[Saved entries]
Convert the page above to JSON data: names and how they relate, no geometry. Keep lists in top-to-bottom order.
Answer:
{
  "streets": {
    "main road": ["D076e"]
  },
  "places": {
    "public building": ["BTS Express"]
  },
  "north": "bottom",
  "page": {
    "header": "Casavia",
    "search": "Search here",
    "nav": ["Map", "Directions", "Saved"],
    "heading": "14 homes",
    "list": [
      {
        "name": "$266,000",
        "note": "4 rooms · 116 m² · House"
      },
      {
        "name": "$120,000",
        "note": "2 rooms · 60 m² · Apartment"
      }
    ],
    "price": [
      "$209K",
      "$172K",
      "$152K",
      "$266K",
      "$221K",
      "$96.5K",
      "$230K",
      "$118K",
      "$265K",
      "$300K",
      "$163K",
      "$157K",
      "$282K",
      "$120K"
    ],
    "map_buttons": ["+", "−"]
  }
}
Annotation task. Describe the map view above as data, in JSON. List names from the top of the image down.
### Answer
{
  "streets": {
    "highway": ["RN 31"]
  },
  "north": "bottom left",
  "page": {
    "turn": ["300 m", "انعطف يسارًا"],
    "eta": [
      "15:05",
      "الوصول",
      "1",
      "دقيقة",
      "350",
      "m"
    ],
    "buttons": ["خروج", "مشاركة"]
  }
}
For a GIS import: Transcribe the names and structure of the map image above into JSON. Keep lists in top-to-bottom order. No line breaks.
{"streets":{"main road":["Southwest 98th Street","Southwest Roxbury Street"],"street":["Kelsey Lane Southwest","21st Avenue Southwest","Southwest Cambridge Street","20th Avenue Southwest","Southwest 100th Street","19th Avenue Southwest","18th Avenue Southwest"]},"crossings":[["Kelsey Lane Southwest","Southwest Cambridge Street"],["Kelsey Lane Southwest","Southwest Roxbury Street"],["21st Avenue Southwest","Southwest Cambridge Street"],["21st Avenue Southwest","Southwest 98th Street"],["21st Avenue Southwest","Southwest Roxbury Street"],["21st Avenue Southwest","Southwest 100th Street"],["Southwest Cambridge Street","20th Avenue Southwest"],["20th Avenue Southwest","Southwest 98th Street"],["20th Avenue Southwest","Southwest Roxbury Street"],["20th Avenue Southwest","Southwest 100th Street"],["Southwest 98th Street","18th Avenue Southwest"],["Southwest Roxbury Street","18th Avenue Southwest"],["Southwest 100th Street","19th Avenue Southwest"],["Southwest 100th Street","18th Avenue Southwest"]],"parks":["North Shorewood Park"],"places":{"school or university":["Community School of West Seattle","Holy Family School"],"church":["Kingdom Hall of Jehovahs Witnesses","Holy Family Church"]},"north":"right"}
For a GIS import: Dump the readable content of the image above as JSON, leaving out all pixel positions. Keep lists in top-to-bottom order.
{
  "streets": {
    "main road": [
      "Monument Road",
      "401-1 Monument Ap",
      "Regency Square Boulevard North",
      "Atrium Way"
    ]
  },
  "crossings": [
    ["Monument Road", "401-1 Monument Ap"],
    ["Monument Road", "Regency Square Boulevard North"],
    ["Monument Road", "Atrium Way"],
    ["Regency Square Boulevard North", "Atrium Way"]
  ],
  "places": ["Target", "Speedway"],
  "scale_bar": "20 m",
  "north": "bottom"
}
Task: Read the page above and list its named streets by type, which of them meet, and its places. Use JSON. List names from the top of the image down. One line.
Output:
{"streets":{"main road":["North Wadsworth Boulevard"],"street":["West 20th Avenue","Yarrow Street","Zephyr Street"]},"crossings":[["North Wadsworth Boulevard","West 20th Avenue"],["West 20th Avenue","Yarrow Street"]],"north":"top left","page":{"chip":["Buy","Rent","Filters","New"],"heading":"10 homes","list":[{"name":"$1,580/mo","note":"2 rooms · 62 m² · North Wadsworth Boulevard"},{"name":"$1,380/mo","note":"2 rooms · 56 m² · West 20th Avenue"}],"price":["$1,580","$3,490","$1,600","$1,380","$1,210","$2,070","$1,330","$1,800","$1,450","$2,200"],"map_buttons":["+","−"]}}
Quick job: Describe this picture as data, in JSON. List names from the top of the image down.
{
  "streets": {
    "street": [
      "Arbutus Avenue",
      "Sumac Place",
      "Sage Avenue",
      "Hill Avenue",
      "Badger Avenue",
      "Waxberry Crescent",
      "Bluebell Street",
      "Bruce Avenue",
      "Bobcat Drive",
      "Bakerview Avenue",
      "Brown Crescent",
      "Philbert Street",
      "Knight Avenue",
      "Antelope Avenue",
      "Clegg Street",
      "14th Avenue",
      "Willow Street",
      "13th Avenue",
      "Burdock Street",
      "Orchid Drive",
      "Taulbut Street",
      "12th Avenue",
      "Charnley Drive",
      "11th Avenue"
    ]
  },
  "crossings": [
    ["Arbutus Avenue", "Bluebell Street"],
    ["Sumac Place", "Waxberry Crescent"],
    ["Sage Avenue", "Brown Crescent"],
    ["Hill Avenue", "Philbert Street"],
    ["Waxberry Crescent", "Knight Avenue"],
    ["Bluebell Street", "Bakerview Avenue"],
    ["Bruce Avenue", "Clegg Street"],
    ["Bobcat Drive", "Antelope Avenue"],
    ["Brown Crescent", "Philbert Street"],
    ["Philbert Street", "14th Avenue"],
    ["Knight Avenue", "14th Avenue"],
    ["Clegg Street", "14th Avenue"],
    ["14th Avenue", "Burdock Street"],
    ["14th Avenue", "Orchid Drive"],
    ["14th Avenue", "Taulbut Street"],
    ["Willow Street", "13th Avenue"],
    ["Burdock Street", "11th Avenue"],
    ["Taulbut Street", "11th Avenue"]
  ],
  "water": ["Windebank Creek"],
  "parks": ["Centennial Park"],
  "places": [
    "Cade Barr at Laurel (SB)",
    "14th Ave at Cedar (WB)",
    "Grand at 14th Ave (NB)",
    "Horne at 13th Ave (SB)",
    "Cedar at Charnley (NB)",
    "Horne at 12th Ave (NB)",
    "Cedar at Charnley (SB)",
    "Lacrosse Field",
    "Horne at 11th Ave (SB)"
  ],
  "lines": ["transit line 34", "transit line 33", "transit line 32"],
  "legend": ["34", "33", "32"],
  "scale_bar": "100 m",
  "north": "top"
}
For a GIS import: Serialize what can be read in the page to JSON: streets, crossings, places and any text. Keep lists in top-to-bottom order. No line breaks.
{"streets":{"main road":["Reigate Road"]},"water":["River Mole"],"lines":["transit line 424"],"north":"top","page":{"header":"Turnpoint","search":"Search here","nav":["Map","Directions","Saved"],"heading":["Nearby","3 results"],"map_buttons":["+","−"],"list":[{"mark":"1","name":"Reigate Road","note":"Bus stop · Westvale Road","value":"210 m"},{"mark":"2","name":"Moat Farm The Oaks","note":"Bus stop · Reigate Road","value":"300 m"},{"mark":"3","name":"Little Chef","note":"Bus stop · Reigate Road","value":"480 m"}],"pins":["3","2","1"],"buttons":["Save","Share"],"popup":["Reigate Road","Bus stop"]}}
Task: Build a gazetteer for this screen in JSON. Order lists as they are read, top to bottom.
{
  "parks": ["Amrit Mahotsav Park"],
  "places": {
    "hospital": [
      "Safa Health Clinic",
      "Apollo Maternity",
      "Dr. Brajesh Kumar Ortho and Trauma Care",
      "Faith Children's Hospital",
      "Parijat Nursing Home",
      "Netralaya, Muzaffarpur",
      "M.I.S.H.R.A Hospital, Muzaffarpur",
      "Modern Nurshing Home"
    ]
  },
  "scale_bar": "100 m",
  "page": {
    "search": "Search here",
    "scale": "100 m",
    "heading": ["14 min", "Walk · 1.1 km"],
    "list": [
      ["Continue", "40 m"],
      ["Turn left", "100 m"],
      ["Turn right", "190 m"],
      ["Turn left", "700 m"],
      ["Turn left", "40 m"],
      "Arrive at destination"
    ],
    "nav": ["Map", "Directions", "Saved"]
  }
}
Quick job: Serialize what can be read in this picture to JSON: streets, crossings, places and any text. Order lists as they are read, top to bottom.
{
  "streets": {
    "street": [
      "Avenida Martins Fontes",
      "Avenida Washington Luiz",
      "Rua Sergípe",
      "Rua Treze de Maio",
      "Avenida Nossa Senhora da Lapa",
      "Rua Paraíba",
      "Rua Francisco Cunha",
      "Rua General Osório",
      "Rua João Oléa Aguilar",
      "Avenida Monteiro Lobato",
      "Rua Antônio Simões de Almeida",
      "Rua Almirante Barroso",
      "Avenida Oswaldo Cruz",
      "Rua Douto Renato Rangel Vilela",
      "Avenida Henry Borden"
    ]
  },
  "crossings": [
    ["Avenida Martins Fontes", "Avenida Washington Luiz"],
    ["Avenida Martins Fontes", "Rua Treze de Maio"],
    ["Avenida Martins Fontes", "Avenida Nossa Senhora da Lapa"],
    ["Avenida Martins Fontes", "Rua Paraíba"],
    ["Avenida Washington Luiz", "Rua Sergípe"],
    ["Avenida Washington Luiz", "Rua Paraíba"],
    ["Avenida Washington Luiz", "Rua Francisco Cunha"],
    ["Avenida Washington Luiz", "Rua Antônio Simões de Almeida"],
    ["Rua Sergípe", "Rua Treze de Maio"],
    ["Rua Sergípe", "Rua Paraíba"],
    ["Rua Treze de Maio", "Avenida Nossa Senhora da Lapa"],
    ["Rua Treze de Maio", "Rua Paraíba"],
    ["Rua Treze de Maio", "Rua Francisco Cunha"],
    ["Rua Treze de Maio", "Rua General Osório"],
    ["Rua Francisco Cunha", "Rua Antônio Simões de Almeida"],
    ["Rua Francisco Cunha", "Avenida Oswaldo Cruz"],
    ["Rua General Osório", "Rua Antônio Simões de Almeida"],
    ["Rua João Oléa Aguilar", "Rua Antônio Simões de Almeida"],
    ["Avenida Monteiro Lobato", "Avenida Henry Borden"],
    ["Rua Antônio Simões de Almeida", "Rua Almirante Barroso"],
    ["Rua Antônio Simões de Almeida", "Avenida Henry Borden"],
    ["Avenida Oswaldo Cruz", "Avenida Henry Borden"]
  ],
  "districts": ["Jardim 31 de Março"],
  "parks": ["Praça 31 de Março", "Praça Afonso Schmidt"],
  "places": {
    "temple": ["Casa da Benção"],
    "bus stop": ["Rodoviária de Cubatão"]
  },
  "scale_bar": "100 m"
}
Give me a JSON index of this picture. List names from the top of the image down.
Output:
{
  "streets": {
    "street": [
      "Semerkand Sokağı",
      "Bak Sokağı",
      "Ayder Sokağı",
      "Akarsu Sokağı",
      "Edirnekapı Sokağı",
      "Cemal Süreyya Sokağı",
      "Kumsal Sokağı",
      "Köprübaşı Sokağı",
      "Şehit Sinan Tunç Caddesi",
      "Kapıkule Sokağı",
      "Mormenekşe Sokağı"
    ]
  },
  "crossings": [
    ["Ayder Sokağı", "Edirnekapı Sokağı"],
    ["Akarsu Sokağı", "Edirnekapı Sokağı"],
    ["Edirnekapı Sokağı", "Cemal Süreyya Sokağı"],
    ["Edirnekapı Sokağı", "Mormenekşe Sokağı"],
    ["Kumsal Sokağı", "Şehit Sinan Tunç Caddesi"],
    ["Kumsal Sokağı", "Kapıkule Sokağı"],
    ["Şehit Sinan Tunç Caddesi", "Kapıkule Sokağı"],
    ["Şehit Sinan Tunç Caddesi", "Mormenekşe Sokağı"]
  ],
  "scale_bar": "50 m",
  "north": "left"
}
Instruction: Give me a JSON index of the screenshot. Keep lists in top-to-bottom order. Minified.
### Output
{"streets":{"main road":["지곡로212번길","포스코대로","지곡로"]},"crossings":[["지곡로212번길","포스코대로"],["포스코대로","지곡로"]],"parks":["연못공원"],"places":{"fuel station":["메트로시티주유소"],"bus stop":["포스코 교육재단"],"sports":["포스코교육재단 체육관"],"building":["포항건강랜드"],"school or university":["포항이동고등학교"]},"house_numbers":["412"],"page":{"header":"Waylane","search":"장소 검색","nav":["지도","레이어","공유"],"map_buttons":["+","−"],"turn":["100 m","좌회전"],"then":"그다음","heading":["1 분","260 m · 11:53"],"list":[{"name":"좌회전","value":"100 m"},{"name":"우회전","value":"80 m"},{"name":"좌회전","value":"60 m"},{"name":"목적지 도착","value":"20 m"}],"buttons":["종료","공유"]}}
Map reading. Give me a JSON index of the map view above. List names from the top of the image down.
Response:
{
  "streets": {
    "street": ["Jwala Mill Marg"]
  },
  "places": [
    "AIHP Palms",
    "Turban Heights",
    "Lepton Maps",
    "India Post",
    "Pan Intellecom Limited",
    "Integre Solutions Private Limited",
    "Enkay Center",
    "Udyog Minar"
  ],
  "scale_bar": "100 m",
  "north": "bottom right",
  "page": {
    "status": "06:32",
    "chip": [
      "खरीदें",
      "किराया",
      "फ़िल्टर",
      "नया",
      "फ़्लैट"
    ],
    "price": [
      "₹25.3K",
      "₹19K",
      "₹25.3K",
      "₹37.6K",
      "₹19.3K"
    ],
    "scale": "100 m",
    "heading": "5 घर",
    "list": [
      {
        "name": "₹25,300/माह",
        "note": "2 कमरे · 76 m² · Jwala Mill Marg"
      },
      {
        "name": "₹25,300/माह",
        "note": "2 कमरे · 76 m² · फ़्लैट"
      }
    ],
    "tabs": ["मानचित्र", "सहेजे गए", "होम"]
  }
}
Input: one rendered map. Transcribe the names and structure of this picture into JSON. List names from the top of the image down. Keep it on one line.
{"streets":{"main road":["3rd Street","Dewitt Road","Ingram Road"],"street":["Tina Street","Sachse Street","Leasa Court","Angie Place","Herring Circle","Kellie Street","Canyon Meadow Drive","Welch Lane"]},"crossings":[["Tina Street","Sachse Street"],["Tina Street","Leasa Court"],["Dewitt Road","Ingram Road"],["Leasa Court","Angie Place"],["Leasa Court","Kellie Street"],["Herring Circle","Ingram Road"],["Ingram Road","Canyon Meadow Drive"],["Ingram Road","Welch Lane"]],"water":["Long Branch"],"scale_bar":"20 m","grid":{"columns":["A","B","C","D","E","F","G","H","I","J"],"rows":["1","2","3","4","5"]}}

### Action item
Copy task for the entries above: every line with the string "Almirante".

### Exercise answer
      "Rua Almirante Barroso",
    ["Rua Antônio Simões de Almeida", "Rua Almirante Barroso"],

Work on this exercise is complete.